Ariel López

Personal information
- Full name: Ariel Maximiliano López
- Date of birth: 5 April 1974 (age 51)
- Place of birth: Lanús, Argentina
- Height: 1.76 m (5 ft 9 in)
- Position(s): Striker

Youth career
- Lanús

Senior career*
- Years: Team / Apps / (Gls)
- 1994–1997: Lanús / 136 / (50)
- 1998: Genoa C.F.C. / 17 / (4)
- 1998–2003: Real Mallorca / 23 / (3)
- 1999–2000: → San Lorenzo (loan) / 29 / (6)
- 2000–2001: → Lanús (loan) / 39 / (9)
- 2003: Hércules CF / 3 / (0)
- 2003–2004: Quilmes / 44 / (12)
- 2005–2006: Necaxa / 50 / (18)
- 2006–2007: → UNAM Pumas (loan) / 22 / (6)

= Ariel López (footballer, born 1974) =

Argentine footballer

Ariel Maximiliano López (born 5 April 1974 in Lanús) is a former Argentine football player.

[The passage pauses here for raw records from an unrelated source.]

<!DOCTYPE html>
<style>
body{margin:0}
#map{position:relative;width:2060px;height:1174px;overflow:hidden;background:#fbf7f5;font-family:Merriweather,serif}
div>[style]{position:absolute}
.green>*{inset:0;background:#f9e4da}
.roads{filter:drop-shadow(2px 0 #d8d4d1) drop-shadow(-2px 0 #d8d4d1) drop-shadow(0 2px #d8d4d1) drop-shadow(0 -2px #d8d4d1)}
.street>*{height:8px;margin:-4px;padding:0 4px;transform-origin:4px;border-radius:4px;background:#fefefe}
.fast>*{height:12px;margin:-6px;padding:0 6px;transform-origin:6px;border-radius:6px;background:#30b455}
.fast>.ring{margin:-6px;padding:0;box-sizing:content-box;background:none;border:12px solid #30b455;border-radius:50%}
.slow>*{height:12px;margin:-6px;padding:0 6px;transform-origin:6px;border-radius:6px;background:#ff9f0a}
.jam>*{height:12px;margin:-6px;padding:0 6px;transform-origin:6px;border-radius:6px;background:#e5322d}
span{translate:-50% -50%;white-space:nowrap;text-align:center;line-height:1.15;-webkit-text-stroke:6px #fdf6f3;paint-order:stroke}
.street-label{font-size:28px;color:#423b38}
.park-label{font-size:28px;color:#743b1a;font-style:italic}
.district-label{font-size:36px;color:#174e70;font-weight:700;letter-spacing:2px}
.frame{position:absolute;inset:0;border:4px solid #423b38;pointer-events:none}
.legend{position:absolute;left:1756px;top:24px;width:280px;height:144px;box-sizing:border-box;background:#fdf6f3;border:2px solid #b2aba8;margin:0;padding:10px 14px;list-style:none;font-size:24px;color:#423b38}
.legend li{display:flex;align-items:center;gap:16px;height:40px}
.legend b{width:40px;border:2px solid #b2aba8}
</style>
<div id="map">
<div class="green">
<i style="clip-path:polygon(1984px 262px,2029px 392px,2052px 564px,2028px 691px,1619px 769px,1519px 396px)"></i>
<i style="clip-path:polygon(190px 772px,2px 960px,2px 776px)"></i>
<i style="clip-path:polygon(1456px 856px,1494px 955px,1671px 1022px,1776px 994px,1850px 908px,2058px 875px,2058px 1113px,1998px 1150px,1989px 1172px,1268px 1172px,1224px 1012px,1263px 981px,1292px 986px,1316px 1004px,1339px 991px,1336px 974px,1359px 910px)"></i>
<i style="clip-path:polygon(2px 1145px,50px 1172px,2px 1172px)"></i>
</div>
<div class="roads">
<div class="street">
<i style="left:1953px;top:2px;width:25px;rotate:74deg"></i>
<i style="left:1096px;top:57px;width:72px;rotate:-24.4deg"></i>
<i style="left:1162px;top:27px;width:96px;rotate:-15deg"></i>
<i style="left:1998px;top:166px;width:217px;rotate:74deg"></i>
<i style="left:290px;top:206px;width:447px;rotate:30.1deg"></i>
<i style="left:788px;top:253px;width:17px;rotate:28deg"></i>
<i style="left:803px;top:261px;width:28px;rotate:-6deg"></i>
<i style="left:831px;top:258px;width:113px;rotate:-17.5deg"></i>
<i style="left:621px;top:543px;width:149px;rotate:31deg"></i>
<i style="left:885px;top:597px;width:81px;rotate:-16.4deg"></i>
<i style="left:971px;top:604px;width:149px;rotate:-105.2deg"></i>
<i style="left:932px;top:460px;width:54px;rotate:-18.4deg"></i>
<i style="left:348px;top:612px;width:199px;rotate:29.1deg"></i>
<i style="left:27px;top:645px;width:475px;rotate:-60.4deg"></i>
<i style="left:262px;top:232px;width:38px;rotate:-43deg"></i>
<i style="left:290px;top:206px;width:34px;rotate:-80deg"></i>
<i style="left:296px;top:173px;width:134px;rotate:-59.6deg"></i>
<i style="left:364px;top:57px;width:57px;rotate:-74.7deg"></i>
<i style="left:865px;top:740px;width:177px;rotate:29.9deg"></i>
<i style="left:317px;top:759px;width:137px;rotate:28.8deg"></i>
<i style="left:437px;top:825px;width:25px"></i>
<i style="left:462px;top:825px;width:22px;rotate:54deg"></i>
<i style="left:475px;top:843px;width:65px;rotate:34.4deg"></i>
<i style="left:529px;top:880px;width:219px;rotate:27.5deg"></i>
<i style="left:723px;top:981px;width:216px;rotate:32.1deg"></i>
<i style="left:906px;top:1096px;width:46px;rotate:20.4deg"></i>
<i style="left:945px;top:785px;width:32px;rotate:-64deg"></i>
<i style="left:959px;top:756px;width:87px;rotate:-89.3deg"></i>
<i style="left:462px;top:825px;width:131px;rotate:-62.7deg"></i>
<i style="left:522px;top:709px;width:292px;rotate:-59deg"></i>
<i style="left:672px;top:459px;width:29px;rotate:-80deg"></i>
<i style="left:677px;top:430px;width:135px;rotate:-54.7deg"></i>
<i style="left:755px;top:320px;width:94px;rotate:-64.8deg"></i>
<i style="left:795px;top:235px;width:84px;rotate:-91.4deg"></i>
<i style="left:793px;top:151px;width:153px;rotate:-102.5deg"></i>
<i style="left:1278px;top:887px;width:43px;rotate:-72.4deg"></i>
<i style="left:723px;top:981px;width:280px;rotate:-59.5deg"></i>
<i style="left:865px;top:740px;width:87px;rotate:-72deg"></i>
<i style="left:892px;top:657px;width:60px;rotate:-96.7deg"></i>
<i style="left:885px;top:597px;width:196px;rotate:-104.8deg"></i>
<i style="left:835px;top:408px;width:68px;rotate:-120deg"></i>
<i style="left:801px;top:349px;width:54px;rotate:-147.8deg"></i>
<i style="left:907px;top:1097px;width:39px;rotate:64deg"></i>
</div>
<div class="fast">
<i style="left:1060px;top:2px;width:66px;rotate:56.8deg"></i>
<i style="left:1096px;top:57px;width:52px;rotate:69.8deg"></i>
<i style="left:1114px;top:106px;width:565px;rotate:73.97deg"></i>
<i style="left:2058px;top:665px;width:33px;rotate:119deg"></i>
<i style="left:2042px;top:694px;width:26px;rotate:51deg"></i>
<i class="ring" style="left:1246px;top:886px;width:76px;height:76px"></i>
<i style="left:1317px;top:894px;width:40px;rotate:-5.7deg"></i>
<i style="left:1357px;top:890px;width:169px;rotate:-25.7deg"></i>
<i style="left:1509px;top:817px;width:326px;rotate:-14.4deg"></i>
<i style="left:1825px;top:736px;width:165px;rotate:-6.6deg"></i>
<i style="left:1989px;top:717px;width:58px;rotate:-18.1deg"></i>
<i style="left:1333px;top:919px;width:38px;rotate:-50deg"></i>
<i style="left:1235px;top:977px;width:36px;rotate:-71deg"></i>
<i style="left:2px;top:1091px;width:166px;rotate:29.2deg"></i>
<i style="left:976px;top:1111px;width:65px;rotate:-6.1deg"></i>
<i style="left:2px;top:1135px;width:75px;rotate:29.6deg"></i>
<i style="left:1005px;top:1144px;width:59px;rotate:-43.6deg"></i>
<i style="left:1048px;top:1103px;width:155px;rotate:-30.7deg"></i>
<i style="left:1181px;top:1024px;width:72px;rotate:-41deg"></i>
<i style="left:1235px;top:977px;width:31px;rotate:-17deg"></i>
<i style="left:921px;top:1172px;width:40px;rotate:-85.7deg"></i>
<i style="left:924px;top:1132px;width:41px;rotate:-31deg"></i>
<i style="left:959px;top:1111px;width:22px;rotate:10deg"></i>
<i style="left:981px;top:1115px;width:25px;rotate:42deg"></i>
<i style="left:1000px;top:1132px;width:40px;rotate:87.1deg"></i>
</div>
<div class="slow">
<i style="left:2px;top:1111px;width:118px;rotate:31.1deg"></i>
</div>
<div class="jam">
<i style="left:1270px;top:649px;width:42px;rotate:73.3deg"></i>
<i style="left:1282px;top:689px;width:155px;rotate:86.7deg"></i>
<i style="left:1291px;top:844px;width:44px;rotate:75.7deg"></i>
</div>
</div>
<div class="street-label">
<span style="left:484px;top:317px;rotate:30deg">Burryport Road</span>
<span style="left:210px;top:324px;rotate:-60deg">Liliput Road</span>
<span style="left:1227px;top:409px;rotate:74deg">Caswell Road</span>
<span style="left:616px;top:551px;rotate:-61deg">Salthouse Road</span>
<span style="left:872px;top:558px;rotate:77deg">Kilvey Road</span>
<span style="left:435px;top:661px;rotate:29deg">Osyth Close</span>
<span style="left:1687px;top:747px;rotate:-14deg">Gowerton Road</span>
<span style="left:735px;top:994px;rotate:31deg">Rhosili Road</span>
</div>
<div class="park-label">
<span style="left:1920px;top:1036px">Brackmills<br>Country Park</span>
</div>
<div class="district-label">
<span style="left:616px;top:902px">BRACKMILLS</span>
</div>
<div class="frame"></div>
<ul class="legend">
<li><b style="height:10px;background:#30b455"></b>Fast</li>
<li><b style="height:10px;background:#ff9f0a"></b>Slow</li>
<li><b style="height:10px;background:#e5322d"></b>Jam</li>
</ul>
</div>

López played for Club Atlético Lanús Club Atlético Quilmes and San Lorenzo in his native country. He was transferred to the Argentine giant River Plate but the transaction was cancelled for a supposed knee injury.

In 1996, he was the top scorer in the Clausura tournament.

López has also played for RCD Mallorca and Hércules CF in Spain, as well as Genoa C.F.C. in Italy. Whilst at Mallorca he helped them to the 1999 UEFA Cup Winners' Cup Final, for which he was an unused substitute.